+++ EXCERPTED DATA +++

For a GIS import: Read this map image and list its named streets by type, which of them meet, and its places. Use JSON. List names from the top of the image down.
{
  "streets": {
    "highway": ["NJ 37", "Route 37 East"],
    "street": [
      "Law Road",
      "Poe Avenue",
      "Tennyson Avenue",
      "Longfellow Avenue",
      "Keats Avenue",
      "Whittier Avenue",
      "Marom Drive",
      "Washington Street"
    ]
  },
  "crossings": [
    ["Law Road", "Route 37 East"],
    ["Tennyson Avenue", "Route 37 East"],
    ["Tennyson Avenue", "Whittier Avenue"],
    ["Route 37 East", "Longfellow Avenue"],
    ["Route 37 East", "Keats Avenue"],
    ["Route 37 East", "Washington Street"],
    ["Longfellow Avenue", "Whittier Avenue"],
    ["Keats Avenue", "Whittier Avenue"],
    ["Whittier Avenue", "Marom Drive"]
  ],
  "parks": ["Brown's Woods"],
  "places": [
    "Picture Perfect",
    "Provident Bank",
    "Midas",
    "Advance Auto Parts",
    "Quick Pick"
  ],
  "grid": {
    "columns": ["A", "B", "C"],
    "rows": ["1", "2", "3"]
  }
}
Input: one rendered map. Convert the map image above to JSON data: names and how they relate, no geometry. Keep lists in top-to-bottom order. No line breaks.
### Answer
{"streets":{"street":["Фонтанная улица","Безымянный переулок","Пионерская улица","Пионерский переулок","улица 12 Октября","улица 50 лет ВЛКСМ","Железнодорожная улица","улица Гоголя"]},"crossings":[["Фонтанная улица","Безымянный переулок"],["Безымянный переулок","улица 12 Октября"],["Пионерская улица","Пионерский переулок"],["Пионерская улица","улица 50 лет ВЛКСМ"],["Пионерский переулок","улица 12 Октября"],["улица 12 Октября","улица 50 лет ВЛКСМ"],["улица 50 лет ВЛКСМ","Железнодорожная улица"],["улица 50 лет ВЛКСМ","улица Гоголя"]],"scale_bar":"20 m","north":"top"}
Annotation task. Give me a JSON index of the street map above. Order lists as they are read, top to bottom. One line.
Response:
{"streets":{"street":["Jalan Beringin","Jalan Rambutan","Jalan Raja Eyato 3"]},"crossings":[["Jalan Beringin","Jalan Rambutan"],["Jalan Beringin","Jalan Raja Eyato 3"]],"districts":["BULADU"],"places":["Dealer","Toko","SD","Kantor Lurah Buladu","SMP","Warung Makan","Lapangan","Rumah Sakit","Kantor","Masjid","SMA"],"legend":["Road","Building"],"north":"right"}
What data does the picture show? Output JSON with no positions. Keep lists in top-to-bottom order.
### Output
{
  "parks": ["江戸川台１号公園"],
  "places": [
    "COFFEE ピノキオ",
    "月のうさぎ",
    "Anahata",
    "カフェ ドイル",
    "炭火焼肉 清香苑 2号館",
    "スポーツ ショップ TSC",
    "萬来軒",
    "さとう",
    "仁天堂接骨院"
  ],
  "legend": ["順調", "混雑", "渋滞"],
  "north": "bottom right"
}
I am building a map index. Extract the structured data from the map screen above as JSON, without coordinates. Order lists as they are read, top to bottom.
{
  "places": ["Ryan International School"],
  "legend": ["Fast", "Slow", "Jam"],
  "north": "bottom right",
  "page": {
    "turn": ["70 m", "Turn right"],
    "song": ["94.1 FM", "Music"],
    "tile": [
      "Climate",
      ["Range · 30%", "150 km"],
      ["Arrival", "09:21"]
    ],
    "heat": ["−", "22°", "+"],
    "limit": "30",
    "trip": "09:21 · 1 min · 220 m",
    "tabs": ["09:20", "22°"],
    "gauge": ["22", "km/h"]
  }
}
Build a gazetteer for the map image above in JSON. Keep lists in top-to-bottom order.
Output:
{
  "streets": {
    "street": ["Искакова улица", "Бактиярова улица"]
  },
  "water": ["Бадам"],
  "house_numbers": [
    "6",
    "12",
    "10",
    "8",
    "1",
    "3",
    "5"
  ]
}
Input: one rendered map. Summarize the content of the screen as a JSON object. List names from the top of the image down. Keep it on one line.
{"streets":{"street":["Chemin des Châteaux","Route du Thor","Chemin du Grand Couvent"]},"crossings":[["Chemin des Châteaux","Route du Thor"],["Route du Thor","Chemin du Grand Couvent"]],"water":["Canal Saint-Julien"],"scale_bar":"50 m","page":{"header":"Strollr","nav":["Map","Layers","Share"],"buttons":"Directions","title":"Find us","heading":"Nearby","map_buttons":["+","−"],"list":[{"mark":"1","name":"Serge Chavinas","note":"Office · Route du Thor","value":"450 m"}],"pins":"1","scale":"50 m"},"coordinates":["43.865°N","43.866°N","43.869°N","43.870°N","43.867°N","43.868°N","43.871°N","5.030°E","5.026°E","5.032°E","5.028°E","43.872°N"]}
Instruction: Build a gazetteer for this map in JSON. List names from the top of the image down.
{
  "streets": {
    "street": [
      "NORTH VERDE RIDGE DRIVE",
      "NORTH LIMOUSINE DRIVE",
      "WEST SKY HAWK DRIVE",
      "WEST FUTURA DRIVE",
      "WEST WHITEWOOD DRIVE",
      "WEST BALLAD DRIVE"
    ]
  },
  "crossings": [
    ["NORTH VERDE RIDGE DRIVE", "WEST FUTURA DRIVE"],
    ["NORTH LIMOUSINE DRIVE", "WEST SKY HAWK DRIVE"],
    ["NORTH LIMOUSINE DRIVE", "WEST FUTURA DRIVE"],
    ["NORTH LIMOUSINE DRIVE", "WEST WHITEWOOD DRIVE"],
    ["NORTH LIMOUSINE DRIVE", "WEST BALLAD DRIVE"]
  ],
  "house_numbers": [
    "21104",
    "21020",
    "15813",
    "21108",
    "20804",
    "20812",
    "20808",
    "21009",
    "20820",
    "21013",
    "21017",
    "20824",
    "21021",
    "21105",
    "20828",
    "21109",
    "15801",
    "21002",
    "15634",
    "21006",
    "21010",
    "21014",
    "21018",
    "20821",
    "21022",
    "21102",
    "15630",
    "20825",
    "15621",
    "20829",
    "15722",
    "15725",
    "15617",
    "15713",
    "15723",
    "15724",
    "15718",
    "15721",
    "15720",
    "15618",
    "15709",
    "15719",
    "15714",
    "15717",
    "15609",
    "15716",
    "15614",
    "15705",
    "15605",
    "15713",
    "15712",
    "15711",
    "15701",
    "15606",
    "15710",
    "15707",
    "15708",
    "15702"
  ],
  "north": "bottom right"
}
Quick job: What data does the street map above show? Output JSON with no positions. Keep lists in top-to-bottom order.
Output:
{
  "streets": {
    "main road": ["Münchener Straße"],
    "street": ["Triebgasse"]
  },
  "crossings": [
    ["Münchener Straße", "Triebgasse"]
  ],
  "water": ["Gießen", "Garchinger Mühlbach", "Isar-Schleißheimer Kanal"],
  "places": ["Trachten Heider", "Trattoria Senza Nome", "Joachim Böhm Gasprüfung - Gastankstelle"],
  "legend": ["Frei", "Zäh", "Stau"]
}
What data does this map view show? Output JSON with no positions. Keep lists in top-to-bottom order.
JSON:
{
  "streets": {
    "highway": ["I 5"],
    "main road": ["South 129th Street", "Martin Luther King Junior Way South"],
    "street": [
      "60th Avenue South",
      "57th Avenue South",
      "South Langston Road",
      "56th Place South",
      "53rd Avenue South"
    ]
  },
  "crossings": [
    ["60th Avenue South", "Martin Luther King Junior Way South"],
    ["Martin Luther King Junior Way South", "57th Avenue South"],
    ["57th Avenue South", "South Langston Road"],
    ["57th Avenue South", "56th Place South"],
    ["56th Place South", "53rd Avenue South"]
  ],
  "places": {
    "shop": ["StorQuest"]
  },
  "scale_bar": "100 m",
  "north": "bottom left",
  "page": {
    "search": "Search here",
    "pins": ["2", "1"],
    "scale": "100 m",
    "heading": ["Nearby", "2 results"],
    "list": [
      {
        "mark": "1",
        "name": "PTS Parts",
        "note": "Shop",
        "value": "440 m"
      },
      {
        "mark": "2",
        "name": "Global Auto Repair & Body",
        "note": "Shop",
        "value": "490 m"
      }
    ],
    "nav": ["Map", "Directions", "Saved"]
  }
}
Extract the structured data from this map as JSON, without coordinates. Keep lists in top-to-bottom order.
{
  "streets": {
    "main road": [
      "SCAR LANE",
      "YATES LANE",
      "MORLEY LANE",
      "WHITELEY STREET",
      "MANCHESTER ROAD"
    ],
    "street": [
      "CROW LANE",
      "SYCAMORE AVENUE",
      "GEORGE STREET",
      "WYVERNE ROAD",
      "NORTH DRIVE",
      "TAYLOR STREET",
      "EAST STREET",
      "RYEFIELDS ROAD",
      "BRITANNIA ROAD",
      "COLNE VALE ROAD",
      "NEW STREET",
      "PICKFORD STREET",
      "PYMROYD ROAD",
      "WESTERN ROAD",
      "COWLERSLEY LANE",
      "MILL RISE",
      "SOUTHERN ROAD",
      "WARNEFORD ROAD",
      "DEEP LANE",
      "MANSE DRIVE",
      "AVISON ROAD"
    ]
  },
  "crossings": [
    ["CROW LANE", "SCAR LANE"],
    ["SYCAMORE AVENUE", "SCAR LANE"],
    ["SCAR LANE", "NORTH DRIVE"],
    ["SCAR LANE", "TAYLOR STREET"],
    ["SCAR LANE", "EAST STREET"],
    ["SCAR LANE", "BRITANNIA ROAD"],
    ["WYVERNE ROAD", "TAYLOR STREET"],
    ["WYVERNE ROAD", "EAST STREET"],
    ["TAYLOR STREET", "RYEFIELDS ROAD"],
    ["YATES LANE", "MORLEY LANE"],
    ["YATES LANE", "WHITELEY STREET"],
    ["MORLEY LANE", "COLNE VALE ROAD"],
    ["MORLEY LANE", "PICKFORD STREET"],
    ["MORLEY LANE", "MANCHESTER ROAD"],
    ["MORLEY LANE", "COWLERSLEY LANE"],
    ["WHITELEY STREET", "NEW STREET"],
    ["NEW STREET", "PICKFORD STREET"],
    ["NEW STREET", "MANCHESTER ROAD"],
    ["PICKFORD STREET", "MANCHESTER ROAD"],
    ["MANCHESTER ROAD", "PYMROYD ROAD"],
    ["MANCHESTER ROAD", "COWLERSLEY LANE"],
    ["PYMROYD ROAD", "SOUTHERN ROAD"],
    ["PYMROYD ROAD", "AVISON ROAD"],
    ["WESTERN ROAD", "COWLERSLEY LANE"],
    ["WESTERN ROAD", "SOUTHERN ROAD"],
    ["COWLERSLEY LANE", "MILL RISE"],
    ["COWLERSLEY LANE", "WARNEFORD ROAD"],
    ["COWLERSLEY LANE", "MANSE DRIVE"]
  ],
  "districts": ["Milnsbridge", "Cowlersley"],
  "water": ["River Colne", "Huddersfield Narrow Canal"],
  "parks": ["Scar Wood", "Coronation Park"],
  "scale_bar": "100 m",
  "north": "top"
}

+++

▸ DESCRIPTION OF THE TASK
Wherever a line of the records above contains the string "Output", copy that line out.

▸ WRITTEN SOLUTION
What data does the picture show? Output JSON with no positions. Keep lists in top-to-bottom order.
### Output
Output:
Quick job: What data does the street map above show? Output JSON with no positions. Keep lists in top-to-bottom order.
Output:
What data does this map view show? Output JSON with no positions. Keep lists in top-to-bottom order.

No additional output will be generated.